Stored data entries
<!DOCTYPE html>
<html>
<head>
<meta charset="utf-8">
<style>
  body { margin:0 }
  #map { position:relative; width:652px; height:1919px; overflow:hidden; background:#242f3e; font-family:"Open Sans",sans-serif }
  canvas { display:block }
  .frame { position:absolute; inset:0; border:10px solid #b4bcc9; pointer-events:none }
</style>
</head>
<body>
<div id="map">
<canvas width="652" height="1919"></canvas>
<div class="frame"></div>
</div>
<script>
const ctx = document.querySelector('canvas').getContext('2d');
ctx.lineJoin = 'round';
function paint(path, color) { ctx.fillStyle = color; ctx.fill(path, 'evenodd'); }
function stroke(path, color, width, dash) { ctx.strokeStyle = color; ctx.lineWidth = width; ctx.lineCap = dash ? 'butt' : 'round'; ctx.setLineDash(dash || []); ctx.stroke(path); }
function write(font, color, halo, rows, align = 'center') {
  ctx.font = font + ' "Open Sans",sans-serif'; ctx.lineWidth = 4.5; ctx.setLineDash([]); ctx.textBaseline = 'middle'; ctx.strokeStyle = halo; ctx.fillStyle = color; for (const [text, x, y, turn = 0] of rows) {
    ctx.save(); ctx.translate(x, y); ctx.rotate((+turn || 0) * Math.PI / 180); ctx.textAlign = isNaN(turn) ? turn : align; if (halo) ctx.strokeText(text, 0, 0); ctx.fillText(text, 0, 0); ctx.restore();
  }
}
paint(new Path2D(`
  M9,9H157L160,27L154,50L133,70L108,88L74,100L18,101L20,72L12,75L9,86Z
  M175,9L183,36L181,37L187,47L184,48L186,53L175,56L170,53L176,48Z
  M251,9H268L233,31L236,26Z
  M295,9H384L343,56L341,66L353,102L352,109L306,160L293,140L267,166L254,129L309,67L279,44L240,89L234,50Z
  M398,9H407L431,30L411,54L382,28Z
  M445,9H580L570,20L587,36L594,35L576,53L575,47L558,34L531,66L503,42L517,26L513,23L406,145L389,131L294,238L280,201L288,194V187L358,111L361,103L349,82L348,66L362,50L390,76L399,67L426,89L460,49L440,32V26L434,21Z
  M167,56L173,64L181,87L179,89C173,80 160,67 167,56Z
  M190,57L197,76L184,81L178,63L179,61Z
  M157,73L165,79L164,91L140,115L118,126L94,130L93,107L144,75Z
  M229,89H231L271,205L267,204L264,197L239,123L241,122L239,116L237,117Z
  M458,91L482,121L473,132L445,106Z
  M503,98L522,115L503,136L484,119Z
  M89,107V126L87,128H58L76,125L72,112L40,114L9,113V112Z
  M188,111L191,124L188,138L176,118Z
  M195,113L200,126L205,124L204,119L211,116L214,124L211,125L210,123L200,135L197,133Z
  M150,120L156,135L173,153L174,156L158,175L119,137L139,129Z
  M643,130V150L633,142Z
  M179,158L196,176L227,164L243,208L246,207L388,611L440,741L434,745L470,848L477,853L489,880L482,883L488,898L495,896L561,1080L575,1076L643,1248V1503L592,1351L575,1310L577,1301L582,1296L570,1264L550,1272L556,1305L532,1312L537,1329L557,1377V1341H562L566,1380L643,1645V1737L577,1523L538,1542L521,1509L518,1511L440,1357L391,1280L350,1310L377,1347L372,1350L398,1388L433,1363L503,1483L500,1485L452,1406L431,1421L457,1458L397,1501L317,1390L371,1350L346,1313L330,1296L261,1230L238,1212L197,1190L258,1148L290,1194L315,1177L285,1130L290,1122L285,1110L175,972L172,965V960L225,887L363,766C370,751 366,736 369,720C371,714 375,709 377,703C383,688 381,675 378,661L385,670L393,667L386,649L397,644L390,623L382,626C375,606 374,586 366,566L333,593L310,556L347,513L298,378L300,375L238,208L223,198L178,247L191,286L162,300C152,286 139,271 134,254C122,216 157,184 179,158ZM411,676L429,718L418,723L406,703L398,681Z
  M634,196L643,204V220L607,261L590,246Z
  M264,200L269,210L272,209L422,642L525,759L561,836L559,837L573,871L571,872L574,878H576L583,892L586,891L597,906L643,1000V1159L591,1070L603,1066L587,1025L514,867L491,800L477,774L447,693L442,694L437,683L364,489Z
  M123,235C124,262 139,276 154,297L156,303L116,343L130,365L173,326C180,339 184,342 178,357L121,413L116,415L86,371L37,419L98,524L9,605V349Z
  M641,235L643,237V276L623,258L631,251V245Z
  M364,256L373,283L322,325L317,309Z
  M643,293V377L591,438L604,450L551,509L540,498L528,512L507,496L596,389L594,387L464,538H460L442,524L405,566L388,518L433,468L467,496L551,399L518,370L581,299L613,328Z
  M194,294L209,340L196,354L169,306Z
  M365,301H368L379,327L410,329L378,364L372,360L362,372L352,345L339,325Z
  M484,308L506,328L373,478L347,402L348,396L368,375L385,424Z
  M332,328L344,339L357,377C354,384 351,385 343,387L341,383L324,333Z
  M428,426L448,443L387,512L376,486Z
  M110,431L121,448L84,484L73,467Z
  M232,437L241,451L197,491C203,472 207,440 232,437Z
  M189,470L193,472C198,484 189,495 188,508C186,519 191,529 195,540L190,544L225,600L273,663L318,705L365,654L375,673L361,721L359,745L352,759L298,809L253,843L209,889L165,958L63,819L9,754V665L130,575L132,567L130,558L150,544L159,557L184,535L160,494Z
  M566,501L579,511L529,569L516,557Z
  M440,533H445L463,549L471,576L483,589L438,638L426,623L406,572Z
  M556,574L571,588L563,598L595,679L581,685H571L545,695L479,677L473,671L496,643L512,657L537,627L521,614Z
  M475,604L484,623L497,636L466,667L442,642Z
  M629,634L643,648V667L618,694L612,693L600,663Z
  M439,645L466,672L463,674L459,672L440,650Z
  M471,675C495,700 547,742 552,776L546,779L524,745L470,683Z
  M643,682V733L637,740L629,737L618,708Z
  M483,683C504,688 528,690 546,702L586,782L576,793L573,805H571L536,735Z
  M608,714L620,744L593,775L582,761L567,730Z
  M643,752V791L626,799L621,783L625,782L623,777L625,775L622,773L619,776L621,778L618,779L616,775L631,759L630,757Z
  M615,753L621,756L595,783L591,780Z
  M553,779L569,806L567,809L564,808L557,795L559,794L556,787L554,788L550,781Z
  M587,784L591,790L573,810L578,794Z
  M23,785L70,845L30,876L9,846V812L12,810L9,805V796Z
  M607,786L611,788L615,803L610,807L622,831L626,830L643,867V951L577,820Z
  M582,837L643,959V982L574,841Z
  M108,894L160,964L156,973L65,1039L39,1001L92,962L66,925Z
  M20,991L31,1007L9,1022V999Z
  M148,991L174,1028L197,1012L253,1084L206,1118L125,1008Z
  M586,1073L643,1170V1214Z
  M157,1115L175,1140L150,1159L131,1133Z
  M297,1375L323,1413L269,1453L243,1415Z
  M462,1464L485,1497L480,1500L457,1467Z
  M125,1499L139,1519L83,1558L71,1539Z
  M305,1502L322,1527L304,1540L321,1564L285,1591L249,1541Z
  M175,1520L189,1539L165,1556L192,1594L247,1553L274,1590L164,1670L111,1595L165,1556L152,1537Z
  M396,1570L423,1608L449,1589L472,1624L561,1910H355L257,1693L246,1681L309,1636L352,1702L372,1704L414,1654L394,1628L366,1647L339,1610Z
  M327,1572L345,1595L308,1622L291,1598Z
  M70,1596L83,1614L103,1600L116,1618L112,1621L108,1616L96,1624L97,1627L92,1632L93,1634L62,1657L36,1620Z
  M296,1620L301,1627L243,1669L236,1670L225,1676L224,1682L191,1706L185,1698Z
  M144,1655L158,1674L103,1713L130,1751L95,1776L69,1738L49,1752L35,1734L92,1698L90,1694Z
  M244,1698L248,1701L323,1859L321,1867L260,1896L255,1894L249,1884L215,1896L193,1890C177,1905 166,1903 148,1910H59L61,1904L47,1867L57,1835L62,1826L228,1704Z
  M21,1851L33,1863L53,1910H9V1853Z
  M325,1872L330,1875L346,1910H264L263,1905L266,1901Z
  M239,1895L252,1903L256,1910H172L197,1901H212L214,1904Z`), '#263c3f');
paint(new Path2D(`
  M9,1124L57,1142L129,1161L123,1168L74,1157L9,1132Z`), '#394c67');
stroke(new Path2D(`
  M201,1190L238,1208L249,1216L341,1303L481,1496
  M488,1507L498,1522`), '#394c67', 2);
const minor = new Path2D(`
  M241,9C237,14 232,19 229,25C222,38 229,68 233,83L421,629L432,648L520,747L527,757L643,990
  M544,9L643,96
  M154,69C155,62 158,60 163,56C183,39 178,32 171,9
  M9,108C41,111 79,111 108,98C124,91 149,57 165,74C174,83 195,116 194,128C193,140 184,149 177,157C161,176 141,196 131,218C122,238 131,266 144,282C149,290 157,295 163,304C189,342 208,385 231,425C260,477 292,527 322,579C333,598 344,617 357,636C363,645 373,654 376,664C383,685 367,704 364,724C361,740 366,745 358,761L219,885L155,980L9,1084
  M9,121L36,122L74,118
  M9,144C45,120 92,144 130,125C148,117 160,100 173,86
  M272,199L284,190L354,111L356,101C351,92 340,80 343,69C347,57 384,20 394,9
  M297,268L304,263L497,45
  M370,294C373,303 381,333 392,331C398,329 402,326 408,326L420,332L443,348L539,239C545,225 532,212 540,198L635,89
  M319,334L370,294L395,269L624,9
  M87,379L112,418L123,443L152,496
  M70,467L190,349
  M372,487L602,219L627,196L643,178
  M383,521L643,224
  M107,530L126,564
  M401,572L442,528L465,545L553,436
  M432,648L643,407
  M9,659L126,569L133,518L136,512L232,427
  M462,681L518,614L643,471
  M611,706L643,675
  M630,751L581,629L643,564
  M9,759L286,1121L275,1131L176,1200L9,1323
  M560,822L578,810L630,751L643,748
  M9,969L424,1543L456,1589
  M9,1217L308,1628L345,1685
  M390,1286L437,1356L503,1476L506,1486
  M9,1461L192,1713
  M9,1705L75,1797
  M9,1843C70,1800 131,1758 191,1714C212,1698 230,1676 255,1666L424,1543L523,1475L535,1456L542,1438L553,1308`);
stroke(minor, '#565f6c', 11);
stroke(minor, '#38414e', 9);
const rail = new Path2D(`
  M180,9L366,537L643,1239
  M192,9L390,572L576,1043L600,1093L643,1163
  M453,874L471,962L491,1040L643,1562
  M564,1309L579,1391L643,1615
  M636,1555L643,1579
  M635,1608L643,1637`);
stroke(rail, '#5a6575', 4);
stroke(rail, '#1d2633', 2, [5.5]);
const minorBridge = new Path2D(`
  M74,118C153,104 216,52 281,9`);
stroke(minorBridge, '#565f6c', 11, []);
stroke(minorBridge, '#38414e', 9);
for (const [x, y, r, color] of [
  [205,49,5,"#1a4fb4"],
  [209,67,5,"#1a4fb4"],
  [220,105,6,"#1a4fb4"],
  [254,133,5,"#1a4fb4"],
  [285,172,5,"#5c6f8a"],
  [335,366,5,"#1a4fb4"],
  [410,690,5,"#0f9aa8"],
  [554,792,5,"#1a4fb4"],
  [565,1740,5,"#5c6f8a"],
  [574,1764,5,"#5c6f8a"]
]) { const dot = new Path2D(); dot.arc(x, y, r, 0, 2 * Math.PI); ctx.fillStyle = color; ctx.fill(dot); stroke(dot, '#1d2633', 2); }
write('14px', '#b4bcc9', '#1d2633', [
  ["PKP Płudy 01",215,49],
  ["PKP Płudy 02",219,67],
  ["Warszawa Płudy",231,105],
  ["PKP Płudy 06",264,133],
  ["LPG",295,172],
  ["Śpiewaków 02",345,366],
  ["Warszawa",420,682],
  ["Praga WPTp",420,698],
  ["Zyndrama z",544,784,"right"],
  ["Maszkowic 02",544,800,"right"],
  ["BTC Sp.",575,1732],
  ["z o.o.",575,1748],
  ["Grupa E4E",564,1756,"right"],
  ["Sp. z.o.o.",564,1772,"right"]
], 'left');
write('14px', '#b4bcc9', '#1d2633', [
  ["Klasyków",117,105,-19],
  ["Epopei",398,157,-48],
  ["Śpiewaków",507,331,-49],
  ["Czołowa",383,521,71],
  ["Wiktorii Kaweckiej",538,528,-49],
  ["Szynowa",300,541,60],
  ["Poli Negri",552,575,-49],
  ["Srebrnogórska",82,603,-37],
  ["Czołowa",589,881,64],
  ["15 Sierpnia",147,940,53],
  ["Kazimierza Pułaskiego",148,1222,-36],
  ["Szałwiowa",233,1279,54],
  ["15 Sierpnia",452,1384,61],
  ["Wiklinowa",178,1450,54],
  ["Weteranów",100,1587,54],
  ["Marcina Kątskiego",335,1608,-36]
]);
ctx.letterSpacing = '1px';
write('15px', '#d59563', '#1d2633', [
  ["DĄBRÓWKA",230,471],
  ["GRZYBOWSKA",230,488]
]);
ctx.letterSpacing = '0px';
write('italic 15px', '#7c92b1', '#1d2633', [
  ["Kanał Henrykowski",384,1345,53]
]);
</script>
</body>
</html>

---

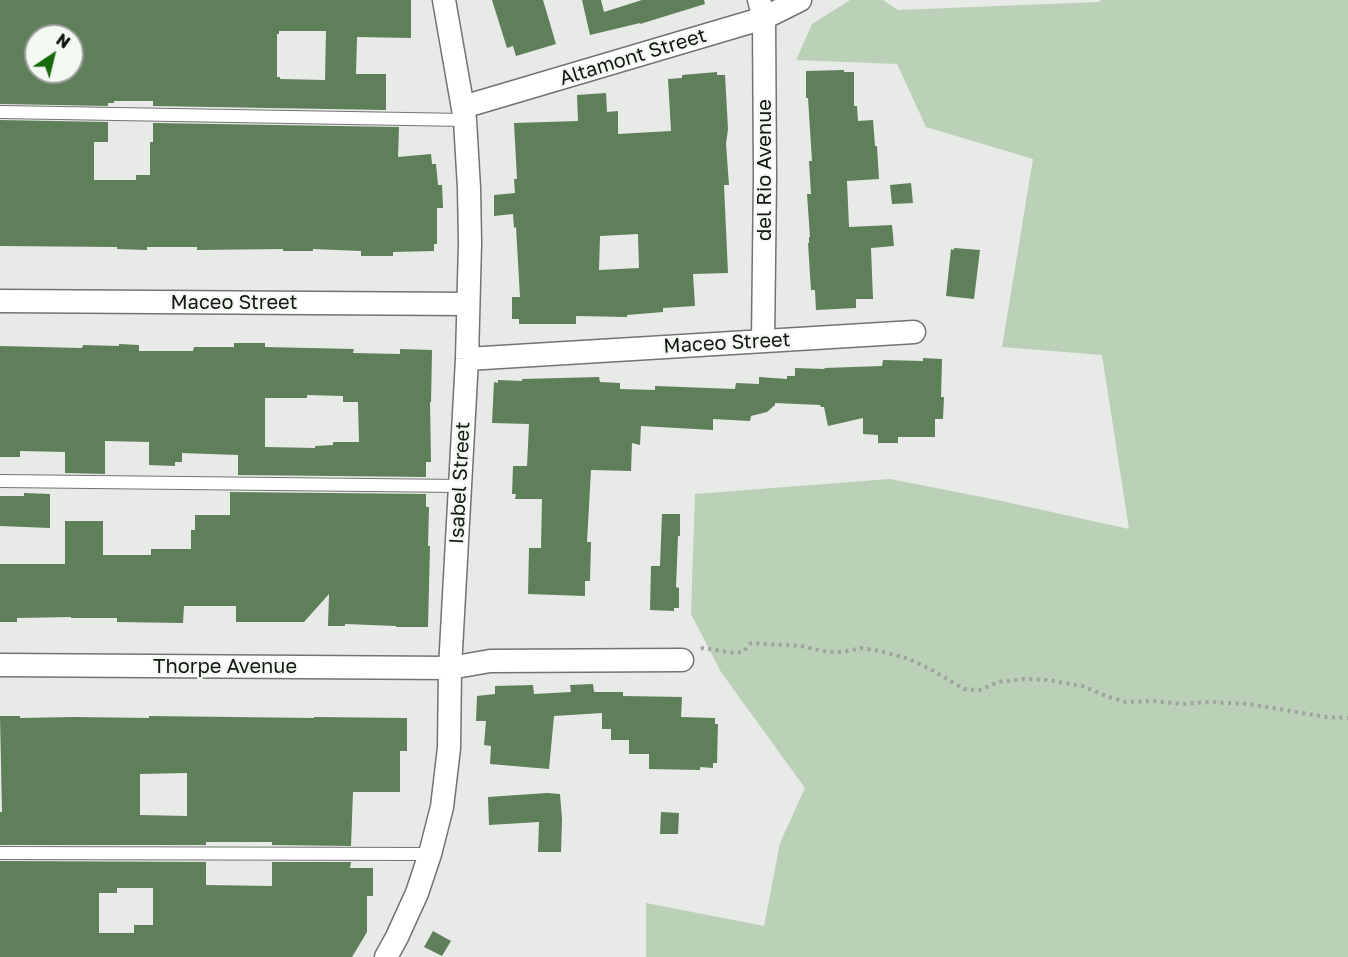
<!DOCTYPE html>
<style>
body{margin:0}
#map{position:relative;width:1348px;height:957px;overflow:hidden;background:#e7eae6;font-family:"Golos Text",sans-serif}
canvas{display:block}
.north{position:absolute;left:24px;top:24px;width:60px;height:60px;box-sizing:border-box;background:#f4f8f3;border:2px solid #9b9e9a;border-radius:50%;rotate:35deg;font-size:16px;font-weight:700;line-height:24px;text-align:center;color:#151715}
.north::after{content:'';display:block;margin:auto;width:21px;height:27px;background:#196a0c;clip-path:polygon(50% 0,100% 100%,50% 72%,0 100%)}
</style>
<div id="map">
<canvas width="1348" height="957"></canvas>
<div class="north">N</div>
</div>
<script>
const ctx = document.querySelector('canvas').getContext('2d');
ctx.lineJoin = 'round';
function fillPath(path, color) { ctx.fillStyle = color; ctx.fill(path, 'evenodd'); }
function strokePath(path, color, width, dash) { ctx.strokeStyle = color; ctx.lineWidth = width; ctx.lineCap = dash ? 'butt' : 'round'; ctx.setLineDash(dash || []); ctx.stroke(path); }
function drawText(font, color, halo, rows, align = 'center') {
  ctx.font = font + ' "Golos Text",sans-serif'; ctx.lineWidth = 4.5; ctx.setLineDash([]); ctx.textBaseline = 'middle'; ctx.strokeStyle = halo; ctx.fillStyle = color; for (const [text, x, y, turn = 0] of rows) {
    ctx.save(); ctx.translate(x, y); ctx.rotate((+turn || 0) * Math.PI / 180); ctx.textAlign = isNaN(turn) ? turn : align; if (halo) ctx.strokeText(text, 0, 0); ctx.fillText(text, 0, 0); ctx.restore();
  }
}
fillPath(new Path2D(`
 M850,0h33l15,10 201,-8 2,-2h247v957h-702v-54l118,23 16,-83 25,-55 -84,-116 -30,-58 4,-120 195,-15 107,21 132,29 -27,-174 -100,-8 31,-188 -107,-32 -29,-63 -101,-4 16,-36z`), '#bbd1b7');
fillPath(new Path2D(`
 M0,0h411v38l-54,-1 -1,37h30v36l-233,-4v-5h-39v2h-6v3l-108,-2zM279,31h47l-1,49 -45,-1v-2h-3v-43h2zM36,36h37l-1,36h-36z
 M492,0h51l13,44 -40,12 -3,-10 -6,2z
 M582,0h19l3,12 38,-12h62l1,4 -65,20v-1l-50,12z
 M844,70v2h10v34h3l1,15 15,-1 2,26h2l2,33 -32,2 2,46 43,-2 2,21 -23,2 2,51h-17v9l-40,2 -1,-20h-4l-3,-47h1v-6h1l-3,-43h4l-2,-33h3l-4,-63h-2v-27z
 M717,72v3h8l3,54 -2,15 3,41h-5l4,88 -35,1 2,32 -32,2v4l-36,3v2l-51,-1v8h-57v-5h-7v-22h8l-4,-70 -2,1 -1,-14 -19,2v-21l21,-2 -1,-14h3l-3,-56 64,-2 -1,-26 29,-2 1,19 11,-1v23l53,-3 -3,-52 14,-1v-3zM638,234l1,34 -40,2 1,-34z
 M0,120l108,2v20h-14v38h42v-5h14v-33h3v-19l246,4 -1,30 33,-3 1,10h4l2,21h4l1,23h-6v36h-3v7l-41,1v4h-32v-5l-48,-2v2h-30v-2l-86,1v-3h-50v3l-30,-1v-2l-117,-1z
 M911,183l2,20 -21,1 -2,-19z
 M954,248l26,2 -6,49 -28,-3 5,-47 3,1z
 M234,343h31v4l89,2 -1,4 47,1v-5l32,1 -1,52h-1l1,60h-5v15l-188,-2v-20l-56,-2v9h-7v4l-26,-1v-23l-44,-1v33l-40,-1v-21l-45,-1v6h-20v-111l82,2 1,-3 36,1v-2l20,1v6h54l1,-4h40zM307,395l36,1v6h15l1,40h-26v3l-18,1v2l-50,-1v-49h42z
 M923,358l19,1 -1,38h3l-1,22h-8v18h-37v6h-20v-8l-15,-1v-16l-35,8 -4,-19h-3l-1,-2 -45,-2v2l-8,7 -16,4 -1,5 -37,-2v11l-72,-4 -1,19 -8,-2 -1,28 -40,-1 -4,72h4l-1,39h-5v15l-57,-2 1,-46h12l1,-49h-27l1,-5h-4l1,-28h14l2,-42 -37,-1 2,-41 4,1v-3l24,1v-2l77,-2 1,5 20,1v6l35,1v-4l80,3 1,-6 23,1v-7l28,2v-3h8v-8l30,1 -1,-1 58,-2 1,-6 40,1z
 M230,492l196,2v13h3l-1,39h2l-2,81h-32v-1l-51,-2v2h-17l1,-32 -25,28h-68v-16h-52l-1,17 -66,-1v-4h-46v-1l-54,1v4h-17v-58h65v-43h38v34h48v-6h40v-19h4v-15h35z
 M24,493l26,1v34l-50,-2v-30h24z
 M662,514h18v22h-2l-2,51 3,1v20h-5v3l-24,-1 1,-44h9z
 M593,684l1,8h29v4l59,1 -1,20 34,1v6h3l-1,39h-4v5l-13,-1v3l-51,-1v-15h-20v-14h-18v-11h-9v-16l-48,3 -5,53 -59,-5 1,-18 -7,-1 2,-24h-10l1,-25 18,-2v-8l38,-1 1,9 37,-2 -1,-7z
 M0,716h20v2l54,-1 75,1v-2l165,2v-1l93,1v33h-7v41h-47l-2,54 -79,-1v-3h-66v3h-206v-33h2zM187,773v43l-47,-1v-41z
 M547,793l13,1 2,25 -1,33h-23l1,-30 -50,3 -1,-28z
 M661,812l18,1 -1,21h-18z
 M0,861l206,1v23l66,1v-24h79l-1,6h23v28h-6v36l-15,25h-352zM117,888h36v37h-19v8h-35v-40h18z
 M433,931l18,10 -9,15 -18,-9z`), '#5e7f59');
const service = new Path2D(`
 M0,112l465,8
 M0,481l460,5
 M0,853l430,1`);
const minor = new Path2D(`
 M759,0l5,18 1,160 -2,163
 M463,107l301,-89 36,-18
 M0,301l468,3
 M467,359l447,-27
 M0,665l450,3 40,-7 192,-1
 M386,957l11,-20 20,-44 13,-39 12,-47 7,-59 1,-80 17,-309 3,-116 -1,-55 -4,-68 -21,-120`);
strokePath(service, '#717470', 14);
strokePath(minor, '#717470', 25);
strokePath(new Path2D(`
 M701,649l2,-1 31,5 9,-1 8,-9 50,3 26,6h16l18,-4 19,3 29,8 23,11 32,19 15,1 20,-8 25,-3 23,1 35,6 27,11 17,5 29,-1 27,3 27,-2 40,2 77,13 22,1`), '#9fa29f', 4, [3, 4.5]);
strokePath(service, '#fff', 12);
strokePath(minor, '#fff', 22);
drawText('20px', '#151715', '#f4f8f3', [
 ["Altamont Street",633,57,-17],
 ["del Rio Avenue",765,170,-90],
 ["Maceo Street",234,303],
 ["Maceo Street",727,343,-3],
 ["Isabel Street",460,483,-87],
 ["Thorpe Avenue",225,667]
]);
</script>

- [What you should do] Copy every line from the records above that contains the word "evenodd".

- [Exercise output]
function paint(path, color) { ctx.fillStyle = color; ctx.fill(path, 'evenodd'); }
function fillPath(path, color) { ctx.fillStyle = color; ctx.fill(path, 'evenodd'); }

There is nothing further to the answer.